A Friend Then, Strangers Now

 

Female friendships are a funny thing- You find connection and texts almost immediately fly back and forth. Coffee dates, meets ups and pretty soon there is the regular flow of weekly connections.

When it comes to girlfriends it is such a thrill when you meet the right one. The one that laughs at your stupid jokes, feels the same fears you do or even thinks the same shows are worth watching again and again. Usually British murder ones.

We envision it continuing on and we crave same-ness but, what happens when it doesn’t?

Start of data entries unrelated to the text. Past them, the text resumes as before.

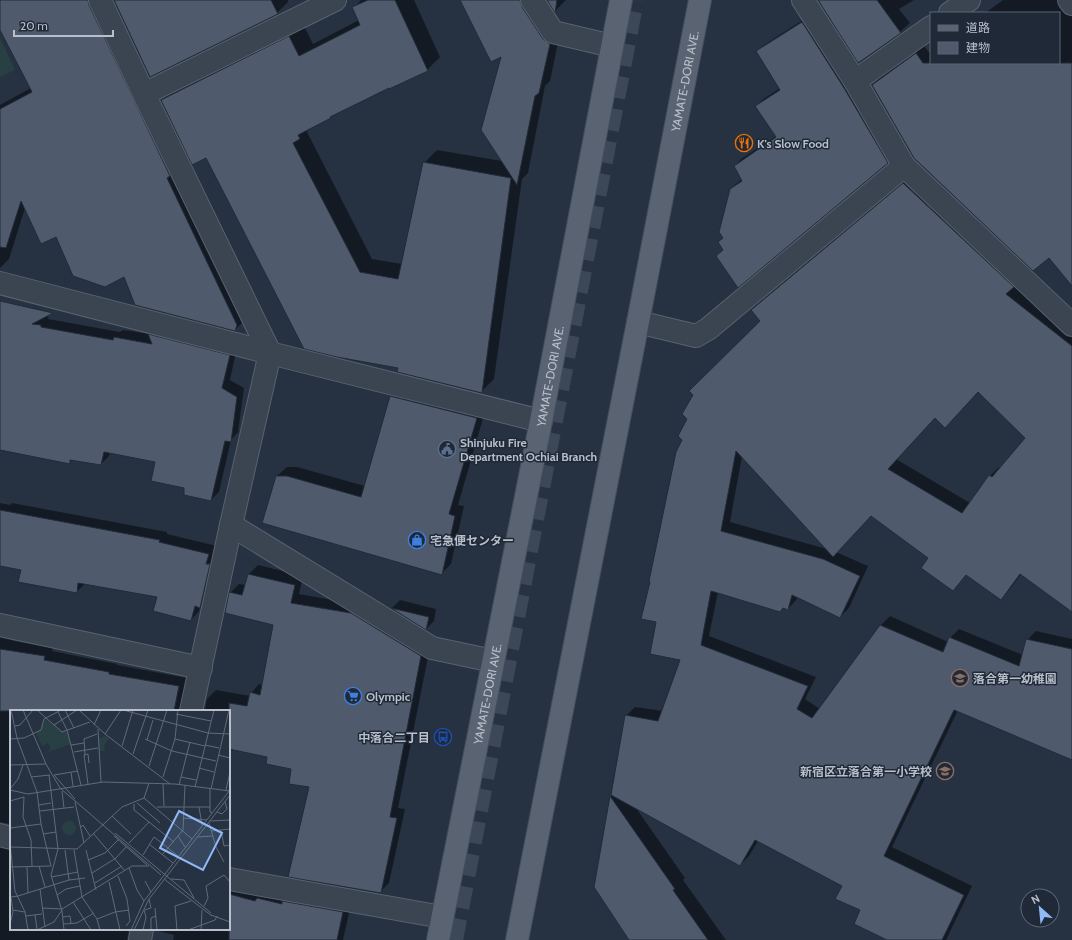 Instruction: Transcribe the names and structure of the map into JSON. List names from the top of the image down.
{
  "streets": {
    "main road": ["YAMATE-DORI AVE."]
  },
  "places": {
    "restaurant": ["K's Slow Food"],
    "public building": ["Shinjuku Fire Department Ochiai Branch"],
    "shop": ["宅急便センター"],
    "school or university": ["落合第一幼稚園", "新宿区立落合第一小学校"],
    "supermarket": ["Olympic"],
    "bus stop": ["中落合二丁目"]
  },
  "legend": ["道路", "建物"],
  "scale_bar": "20 m",
  "north": "top left"
}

Recently I came across this quote on Instagram

 



It’s funny how someone who was just a stranger last year,

can mean so much to you now.

It’s terrible that someone who meant so much to you last year

can be just a stranger now.

It’s amazing what a year can do.

 

As I look at some friendships, I see a couple of women that I went so far as to call best friend. I knew them well and felt like we were kindred spirits. Now, when I see them it is all a blank. I have no idea what they find funny and any struggles that are in their day to day life are mysteries to me.

 

We fell out, communication stopped. The train went off the tracks and what is left you ask? A friendship that lays broken before you.  I ask myself, did it happen in this one instance or were there signs and did it happen more gradually than I thought?

 

When I let my mind drift back over a year ago and really focus in I think I see the chinks starting to crack. It seemed like more misunderstandings happened and little irritations would pop up. Interest in different things and a desire to spend time with other people crept in. All in all, so slowly I don’t even think I fully understood.

 

We had a good conversation one night and then it felt like within a few days things were quieter and I was being avoided. What used to be a comfortable friendship felt like it had little bits of fear and distance poured in.

 

At this point, we hit the fast forward button to move into the start of an ending.  I will never know what was on the other side because things grew quiet and my concerns were met with offense. What seemed to be a hurdle we would jump over grew into a mountain of impasse. Months rolled by and now, I see those strangers. A life once lived together.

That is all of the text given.